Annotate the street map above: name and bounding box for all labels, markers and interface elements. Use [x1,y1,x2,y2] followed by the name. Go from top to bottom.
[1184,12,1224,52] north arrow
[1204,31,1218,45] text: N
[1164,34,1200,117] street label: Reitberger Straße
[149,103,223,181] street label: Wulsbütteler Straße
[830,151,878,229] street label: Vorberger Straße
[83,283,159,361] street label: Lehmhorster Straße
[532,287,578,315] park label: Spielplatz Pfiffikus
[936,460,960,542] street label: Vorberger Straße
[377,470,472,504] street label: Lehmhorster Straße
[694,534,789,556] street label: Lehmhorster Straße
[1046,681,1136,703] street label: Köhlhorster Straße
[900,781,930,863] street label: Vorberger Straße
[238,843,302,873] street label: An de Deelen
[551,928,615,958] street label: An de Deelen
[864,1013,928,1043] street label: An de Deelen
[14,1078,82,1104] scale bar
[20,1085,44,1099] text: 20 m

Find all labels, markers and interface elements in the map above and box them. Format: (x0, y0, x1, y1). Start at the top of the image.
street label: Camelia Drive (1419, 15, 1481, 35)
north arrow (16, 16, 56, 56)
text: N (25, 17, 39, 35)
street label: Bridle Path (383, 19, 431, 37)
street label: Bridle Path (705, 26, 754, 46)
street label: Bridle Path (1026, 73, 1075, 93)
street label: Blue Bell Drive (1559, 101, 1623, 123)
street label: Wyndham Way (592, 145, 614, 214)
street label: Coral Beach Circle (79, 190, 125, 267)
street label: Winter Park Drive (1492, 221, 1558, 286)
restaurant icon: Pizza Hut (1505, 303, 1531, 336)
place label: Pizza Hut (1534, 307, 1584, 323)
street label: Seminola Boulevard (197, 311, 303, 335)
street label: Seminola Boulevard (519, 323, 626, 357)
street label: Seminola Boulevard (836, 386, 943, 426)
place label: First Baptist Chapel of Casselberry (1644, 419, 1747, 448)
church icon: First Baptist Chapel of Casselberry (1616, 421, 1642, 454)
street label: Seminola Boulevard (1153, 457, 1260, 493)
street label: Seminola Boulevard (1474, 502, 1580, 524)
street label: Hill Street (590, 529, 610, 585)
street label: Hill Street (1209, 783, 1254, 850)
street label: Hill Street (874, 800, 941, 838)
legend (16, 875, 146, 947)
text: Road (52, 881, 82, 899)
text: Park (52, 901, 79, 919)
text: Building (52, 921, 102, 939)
==========
[Your objective] Please state how many lines in the material above include the word "place". Nothing but the number is wanted.

[Task response] 2